Despite the time pressure, simply implementing a new factory print solution will not suffice as a strategy for achieving MDR compliance. This approach won’t cater to the changes needed to IFUs, booklets and web content, and it will not provide the single view necessary to ensure that labeling content published electronically aligns with factory and printed materials. Rather, medical device manufacturers need a means of achieving full transparency across all label assets - from individual symbols and statements, to label layouts and templates, IFUs, booklets, and other promotional materials – in whatever format these exist.
The process of locating the latest approved versions of each of these files and then importing these into the new solution should not be underestimated. Typically organizations find that there are double the amount of labels impacted by MDR than first thought, so it takes two or three times longer than anticipated to discover and collate the materials, so it is vital that companies lose no more time in implementing end-to-end control of enterprise labeling.
With full visibility of all assets, the task of updating labels, IFUs and booklets to ensure alignment with the new regulations can begin.
In parallel, a new data governance framework will be needed, ensuring that ownership of all labeling content is clearly defined and brought under control. Eventually, the ownership of all materials (including electronic versions) will come under the jurisdiction of the labeling team.
Once everything that is published can be managed and controlled within a single platform, it will be much easier to correlate changes across labels, IFUs, and booklets to ensure accuracy, alignment, and consistency. Where the managing software can export these files as XML content, this will ensure content can be sent directly to the web site for error-free publishing.

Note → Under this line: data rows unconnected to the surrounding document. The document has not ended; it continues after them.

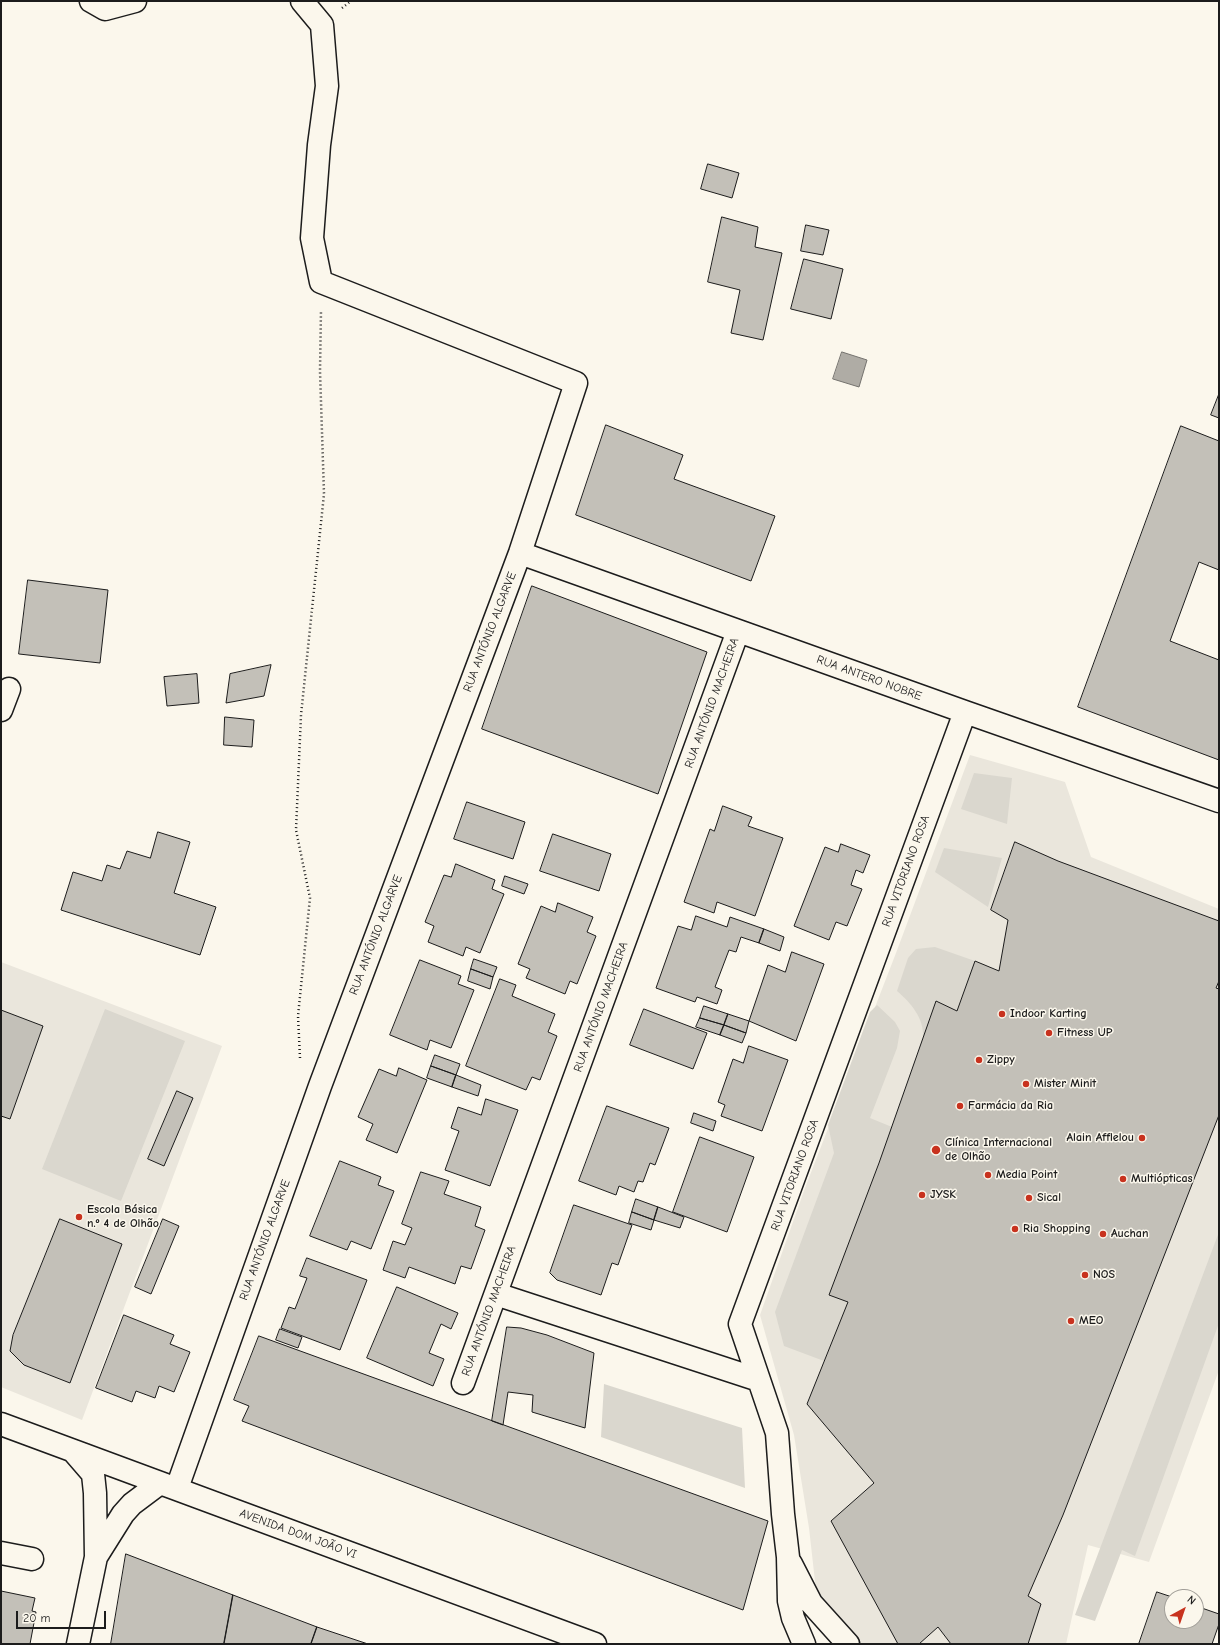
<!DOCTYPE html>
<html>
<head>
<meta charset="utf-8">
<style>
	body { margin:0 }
	#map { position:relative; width:1220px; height:1645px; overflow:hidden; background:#fbf7ec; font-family:"Comic Neue",sans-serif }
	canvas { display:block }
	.frame { position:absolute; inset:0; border:2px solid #1c1c1c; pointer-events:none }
	.north { position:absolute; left:1164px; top:1589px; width:40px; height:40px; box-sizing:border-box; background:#fbf7ec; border:1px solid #a29f99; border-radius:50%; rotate:40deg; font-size:11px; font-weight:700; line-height:16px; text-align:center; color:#1c1c1c }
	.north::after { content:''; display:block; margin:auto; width:14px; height:18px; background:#c8321e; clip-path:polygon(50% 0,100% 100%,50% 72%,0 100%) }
	.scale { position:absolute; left:16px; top:1611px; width:90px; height:18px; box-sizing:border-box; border:2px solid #1c1c1c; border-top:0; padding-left:5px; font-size:12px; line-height:14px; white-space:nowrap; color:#1c1c1c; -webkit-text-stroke:3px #fbf7ec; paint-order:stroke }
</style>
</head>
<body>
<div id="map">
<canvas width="1220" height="1645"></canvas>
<div class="frame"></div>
<div class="north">N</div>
<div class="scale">20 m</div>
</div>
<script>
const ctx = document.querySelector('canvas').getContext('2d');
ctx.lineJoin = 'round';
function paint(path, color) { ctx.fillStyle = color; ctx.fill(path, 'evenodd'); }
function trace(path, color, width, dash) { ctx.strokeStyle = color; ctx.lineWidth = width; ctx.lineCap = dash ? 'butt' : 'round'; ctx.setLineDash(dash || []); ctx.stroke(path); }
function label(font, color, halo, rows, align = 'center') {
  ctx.font = font + ' "Comic Neue",sans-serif'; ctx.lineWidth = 3; ctx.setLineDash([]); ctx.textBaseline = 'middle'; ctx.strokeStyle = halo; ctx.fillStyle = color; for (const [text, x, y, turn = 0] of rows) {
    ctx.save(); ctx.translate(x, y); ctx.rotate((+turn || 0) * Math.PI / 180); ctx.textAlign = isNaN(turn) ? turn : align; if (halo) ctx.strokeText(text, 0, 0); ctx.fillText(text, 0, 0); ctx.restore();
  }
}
paint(new Path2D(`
	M 970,755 L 1065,782 L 1091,857 L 1219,909 L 1219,1370 L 1149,1562 L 1088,1545 L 1066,1644 L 855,1644 L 816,1590 L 809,1528 L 794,1435 L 760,1315 L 805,1188 L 896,953 Z
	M 1,962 L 222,1046 L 82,1420 L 1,1387 Z`), '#eae6dc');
paint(new Path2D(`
	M 974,773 L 1012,778 L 1007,824 L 961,809 Z
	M 944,848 L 1002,858 L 988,907 L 935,872 Z
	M 935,947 L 975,961 L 957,1011 L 936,1001 L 923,1037 C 924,1018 911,1003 897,991 L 908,958 L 916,949 Z
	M 877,1005 L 895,1022 L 900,1031 L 897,1048 L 870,1118 L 892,1127 L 830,1295 L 848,1302 L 824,1361 L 784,1346 L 775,1312 L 834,1153 L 828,1125 L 870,1012 Z
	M 105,1009 L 185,1041 L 121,1201 L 42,1169 Z
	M 1219,1232 L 1219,1323 L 1135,1556 L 1122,1550 L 1095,1621 L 1075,1615 Z
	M 604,1384 L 742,1428 L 745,1488 L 601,1437 Z`), '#dad7ce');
const water = new Path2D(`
	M 842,352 L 867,360 L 859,387 L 833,379 Z`);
paint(water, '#afaca5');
trace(water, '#74726e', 1);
const building = new Path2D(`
	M 708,164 L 739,173 L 732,198 L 701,189 Z
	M 722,217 L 758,227 L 755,247 L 782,253 L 763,340 L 731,333 L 740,290 L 708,282 Z
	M 806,225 L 829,230 L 823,255 L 801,251 Z
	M 804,259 L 843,269 L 831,319 L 791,309 Z
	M 1219,394 L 1219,418 L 1211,415 Z
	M 606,425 L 683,455 L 674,479 L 775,516 L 751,581 L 576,515 Z
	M 1181,426 L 1219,441 L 1219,570 L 1199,562 L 1170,641 L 1219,660 L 1219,760 L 1078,707 Z
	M 28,580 L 108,590 L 100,663 L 19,654 Z
	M 532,586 L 707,652 L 658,794 L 482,729 Z
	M 271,665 L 264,696 L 226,703 L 230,674 Z
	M 197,674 L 199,703 L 167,706 L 164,677 Z
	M 225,717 L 254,720 L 252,747 L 224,745 Z
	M 467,802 L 525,822 L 513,859 L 454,839 Z
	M 723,806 L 752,817 L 748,826 L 783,838 L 755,916 L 717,902 L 714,913 L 684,902 L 710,829 L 714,831 Z
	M 158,832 L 190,842 L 174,893 L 216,907 L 200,955 L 61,910 L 73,872 L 102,881 L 107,865 L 120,869 L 127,851 L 150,858 Z
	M 553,834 L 611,854 L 599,891 L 540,871 Z
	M 1015,842 L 1058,861 L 1219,921 L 1219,981 L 1216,988 L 1219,989 L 1219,1115 L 1063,1515 L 1028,1596 L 1041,1604 L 1028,1644 L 951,1644 L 938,1627 L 919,1644 L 898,1644 L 831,1521 L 874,1483 L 807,1404 L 848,1302 L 829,1295 L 879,1163 L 936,1001 L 957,1011 L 975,961 L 999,971 L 1008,920 L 991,910 Z
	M 841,844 L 870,855 L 863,873 L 856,870 L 851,885 L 862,889 L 847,926 L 836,922 L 829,940 L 794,926 L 825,847 L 838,852 Z
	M 456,864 L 495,880 L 492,889 L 504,894 L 480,953 L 466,947 L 463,956 L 428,942 L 434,926 L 425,922 L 444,875 L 451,877 Z
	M 505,876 L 528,884 L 524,894 L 502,886 Z
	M 558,903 L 593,917 L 587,932 L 596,936 L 577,984 L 570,981 L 565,994 L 526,978 L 530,969 L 518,964 L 541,906 L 555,912 Z
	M 696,916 L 727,927 L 730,917 L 764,929 L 759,943 L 741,937 L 736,952 L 729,950 L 715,987 L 722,990 L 717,1004 L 697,997 L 695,1002 L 656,988 L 678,926 L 691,930 Z
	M 764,929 L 784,937 L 780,951 L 759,943 Z
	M 792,952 L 824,964 L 796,1041 L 749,1021 L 768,965 L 785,972 Z
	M 474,959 L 497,967 L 493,977 L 471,969 Z
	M 420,960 L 461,976 L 458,984 L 474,990 L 451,1048 L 430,1040 L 427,1050 L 390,1035 Z
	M 471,969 L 493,977 L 490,989 L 468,981 Z
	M 500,979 L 516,985 L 512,996 L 555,1014 L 548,1032 L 557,1036 L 540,1080 L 532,1077 L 526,1090 L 466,1066 Z
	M 704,1006 L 728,1014 L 724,1025 L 700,1018 Z
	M 644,1009 L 707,1033 L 693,1069 L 630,1045 Z
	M 1,1010 L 43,1026 L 10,1119 L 1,1116 Z
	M 728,1014 L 749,1021 L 746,1033 L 724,1025 Z
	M 700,1018 L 724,1025 L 720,1035 L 696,1027 Z
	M 724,1025 L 746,1033 L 742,1043 L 720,1035 Z
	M 749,1046 L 788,1060 L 762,1131 L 721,1116 L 725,1105 L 718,1102 L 733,1059 L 743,1063 Z
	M 435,1055 L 460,1064 L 456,1075 L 431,1066 Z
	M 431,1066 L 456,1075 L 452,1087 L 427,1078 Z
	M 399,1068 L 427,1080 L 397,1153 L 366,1140 L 373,1124 L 358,1117 L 379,1069 L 396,1076 Z
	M 456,1075 L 481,1085 L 478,1096 L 452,1087 Z
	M 177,1091 L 193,1098 L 164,1166 L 148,1159 Z
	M 486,1099 L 518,1110 L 490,1186 L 445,1170 L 459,1131 L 451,1128 L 458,1107 L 481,1115 Z
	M 607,1106 L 669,1128 L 655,1165 L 650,1163 L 643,1182 L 638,1181 L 634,1192 L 619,1186 L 616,1195 L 579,1181 Z
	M 694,1113 L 716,1121 L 713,1131 L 691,1123 Z
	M 700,1137 L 754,1157 L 727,1232 L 673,1212 Z
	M 340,1161 L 381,1177 L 378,1185 L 394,1191 L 371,1249 L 351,1241 L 347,1250 L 310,1236 Z
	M 421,1172 L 449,1181 L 444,1194 L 481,1207 L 475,1226 L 485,1230 L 471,1269 L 461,1266 L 455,1284 L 409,1267 L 405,1278 L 383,1270 L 393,1241 L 405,1245 L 412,1228 L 402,1224 Z
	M 636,1199 L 658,1207 L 654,1220 L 632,1212 Z
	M 574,1205 L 632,1225 L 618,1265 L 612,1263 L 601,1295 L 557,1280 L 550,1273 Z
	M 658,1207 L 684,1217 L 680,1228 L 654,1220 Z
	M 632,1212 L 654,1220 L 651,1230 L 629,1223 Z
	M 60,1219 L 122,1244 L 70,1383 L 24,1365 L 10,1351 L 13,1335 Z
	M 163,1219 L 179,1226 L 151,1294 L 135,1287 Z
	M 307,1258 L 367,1280 L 340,1350 L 281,1328 L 289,1307 L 295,1309 L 307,1278 L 300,1276 Z
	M 397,1287 L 458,1313 L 451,1329 L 441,1324 L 429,1353 L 444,1359 L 433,1386 L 367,1358 Z
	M 124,1315 L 174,1335 L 170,1344 L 190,1352 L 174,1392 L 159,1386 L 155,1398 L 136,1391 L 132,1402 L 96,1388 Z
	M 507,1327 L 521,1328 L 547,1335 L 594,1353 L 585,1428 L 532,1412 L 533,1395 L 508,1392 L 503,1425 L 492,1421 Z
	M 280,1329 L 302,1337 L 298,1348 L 276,1340 Z
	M 259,1336 L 768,1521 L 743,1610 L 242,1421 L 249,1406 L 234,1400 Z
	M 126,1554 L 233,1595 L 224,1644 L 111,1644 Z
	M 1,1591 L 35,1598 L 32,1611 L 36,1612 L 30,1644 L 1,1644 Z
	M 1157,1592 L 1172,1597 L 1172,1621 L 1196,1621 L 1196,1606 L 1219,1614 L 1219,1624 L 1212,1644 L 1139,1644 Z
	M 233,1595 L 317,1627 L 311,1644 L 224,1644 Z
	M 317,1627 L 368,1644 L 311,1644 Z`);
paint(building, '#c3c0b8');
trace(building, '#1c1c1c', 1);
const street = new Path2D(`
	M 91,1 L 105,9 L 135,1
	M 520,553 L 965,712 L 1219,801
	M 1,710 L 9,689
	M 496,1294 L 759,1380
	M 463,1383 L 738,631
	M 177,1488 L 320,1086 L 520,553 L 576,383 L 321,282 L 312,238 L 319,145 L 327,86 L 322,25 L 302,1
	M 1,1553 L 32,1559
	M 791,1564 L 811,1603 L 848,1644
	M 804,1644 L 793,1618 L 789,1601 L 788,1557 L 783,1514 L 777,1433 L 740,1324 L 965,712`);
const secondary = new Path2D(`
	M 1,1424 L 595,1644
	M 74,1452 L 93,1474 L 95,1493 L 96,1557 L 78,1644
	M 96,1557 L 123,1514 L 132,1504 L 160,1483`);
trace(street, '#1c1c1c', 25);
trace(secondary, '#1c1c1c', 25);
trace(new Path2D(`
	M 342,8 L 351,1
	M 300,1058 L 298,1016 L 310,898 L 296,830 L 301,715 L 324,494 L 320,371 L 321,310`), '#1c1c1c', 2.5, [1, 3]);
trace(street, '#fbf7ec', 22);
trace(secondary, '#fbf7ec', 22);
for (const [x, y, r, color] of [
	[1002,1014,4,"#c8321e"],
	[1049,1033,4,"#c8321e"],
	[979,1060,4,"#c8321e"],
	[1026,1084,4,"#c8321e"],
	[960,1106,4,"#c8321e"],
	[1142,1138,4,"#c8321e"],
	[936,1150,5,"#c8321e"],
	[988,1175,4,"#c8321e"],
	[1123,1179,4,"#c8321e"],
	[922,1195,4,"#c8321e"],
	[1029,1198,4,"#c8321e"],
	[79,1217,4,"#c8321e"],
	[1015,1229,4,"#c8321e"],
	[1103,1234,4,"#c8321e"],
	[1085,1275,4,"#c8321e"],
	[1071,1321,4,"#c8321e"]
]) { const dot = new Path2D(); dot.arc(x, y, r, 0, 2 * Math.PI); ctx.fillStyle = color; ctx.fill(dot); trace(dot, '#fbf7ec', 1.5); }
label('12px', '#1c1c1c', '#fbf7ec', [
	["RUA ANTÓNIO ALGARVE",490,632,-69],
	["RUA ANTERO NOBRE",869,678,20],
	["RUA ANTÓNIO MACHEIRA",712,703,-70],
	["RUA VITORIANO ROSA",906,871,-70],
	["RUA ANTÓNIO ALGARVE",376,935,-69],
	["RUA ANTÓNIO MACHEIRA",601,1007,-70],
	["RUA VITORIANO ROSA",795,1175,-70],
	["RUA ANTÓNIO ALGARVE",265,1240,-70],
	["RUA ANTÓNIO MACHEIRA",489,1311,-70],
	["AVENIDA DOM JOÃO VI",298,1534,20]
]);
label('bold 12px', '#1c1c1c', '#fbf7ec', [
	["Indoor Karting",1010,1014],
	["Fitness UP",1057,1033],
	["Zippy",987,1060],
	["Mister Minit",1034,1084],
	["Farmácia da Ria",968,1106],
	["Alain Afflelou",1134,1138,"right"],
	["Clínica Internacional",945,1143],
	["de Olhão",945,1157],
	["Media Point",996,1175],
	["Multiópticas",1131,1179],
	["JYSK",930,1195],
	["Sical",1037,1198],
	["Escola Básica",87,1210],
	["n.º 4 de Olhão",87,1224],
	["Ria Shopping",1023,1229],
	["Auchan",1111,1234],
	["NOS",1093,1275],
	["MEO",1079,1321]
], 'left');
</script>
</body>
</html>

Given that medical device IFUs can be anything from 20 to 150 pages long, the need to have automated comparison tools for documents is becoming increasingly important, too. So this is a further consideration as companies look for improved reliability and new efficiencies.
Ultimately, a more structured approach to managing content collation, correct phrasing, addresses, and symbols, for re-use across multiple resources, will improve healthcare provider relationships and deliver better patient outcomes. It allows for the transition from documents to data, making it much easier to deconstruct and reconstruct labels, IFUs, and booklets built on shared and approved content.
All of which adds up to a more connected organization that is much better placed to embrace ongoing market and regulation-driven labeling changes.